Exploring the relationship amounts to comparing the distributions of the quantitative response variable for each category of the explanatory variable. To do this, we use:

   * Display: side-by-side boxplots.
    * Numerical summaries: descriptive statistics of the response variable, for each value (category) of the explanatory variable separately.

Case C→C:
Exploring the relationship amounts to comparing the distributions of the categorical response variable, for each category of the explanatory variable. To do this, we use:

   * Display: two-way table.
   * Numerical summaries: conditional percentages (of the response variable for each value (category) of the explanatory variable separately).

Case Q→Q:
We examine the relationship using:

   * Display: scatterplot. When describing the relationship as displayed by the scatterplot, be sure to consider:
   * Overall pattern → direction, form, strength.
   * Deviations from the pattern → outliers.
* Labeling the scatterplot (including a relevant third categorical variable in our analysis), might add some insight into the nature of the relationship.

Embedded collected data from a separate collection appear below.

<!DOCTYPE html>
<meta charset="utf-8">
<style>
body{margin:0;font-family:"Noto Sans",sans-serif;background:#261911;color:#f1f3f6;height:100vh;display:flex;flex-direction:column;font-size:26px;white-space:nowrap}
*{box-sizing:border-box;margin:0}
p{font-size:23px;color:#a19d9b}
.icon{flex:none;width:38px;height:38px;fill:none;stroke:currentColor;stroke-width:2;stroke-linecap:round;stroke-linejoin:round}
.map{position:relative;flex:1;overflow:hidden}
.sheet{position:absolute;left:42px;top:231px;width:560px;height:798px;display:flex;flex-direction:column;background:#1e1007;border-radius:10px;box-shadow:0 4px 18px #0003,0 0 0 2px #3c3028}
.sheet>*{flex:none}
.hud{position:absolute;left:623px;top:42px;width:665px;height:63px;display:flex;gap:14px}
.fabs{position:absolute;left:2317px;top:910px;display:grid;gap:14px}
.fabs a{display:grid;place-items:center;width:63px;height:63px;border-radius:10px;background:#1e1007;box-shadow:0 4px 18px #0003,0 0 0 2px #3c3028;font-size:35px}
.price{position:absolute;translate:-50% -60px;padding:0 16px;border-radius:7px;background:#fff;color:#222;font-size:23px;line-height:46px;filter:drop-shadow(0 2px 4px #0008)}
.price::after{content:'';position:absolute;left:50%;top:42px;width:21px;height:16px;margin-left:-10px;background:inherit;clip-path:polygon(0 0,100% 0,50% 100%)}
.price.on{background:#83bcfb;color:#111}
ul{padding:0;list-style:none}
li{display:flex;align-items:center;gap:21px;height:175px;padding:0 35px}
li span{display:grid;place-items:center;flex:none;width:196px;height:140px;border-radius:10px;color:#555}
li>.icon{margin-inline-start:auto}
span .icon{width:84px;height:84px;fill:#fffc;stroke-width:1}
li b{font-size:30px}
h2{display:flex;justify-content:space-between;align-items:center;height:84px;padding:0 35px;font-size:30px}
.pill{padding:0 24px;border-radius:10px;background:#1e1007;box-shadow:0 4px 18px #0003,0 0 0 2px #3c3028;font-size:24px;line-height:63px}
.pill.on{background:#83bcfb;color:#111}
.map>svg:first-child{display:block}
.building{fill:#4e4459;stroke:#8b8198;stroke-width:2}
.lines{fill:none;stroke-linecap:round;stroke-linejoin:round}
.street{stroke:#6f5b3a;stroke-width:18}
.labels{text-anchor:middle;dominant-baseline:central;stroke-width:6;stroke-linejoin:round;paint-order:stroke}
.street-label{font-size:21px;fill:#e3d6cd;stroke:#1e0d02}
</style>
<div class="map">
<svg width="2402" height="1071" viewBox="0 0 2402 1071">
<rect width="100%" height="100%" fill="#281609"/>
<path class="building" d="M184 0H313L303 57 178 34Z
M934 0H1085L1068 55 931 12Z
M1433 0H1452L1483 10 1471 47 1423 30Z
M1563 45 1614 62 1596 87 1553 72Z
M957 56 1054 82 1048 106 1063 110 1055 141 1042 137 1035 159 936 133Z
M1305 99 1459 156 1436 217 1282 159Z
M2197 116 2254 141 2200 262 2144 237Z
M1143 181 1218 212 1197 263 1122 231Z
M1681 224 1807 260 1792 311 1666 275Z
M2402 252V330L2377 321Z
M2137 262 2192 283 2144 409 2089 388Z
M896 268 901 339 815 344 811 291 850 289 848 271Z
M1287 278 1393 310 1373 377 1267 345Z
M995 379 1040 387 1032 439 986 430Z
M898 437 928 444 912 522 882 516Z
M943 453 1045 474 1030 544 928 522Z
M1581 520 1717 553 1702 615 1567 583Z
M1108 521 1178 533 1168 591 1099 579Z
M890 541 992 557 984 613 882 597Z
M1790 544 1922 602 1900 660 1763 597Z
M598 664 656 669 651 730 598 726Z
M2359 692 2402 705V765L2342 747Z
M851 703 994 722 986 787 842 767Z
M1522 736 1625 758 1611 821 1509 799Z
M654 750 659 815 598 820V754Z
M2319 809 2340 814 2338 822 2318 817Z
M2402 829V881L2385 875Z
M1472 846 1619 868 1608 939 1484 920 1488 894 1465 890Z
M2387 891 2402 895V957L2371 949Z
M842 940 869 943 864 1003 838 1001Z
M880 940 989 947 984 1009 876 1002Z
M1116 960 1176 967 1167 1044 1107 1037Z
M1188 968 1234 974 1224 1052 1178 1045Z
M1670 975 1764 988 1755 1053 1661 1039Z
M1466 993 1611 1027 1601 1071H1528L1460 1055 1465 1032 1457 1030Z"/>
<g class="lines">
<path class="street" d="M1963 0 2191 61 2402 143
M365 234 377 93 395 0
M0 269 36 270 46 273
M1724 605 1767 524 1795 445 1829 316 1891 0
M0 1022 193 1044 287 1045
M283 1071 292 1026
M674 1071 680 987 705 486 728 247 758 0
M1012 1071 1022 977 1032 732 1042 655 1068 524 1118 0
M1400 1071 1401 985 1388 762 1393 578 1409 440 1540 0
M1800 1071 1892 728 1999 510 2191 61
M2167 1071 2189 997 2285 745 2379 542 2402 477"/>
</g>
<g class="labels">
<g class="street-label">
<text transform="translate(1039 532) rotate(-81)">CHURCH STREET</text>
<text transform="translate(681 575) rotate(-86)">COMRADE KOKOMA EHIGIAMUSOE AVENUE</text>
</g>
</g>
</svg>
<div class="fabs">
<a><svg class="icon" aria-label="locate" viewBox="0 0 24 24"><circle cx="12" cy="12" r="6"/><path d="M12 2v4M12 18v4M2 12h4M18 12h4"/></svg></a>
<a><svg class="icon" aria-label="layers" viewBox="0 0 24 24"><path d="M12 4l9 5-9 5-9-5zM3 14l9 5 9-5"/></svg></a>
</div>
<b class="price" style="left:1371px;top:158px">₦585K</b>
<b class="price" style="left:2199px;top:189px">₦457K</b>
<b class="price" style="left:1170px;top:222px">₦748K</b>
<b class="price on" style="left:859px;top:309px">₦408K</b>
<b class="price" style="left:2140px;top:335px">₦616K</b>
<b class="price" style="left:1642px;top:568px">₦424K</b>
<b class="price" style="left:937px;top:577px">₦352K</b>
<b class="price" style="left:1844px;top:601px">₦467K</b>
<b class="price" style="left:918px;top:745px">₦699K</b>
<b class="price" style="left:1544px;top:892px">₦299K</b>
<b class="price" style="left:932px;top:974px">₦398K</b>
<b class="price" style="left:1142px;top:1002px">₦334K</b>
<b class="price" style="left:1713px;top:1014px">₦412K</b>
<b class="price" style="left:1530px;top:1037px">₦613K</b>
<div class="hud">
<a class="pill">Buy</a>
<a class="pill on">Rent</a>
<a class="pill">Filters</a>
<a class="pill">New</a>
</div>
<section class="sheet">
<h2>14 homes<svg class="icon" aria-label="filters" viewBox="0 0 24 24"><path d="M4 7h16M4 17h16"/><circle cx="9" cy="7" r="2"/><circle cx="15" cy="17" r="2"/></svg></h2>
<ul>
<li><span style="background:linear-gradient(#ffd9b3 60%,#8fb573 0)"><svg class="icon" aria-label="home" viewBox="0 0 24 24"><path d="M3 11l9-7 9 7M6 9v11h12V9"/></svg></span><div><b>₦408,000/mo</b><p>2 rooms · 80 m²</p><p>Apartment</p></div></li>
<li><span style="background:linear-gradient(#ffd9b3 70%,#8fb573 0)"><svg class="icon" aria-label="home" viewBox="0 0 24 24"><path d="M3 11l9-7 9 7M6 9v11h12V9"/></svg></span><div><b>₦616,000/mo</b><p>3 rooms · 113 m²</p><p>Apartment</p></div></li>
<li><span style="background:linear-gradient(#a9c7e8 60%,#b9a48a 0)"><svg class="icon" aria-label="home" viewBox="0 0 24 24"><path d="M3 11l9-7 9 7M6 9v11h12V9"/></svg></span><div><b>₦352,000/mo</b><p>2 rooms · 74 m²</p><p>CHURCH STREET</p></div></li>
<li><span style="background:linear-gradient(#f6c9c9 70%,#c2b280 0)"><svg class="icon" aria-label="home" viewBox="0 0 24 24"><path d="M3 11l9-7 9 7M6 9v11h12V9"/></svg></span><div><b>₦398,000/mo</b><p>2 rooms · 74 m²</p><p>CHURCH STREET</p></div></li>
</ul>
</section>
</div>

In the special case that the scatterplot displays a linear relationship (and only then), we supplement the scatterplot with:

   * Numerical summaries: the correlation coefficient (r) measures the direction and, more importantly, the strength of the linear relationship. The closer r is to 1 (or -1), the stronger the positive (or negative) linear relationship. r is unitless, influenced by outliers, and should be used only as a supplement to the scatterplot.
    
   * When the relationship is linear (as displayed by the scatterplot, and supported by the correlation r), we can summarize the linear pattern using the least squares regression line. Remember that:

       * The slope of the regression line tells us the average change in the response variable that results from a 1-unit increase in the explanatory variable.
       * When using the regression line for predictions, you should beware of extrapolation.

* When examining the relationship between two variables (regardless of the case), any observed relationship (association) does not imply causation, due to the possible presence of lurking variables.

* When we include a lurking variable in our analysis, we might need to rethink the direction of the relationship → Simpson's paradox.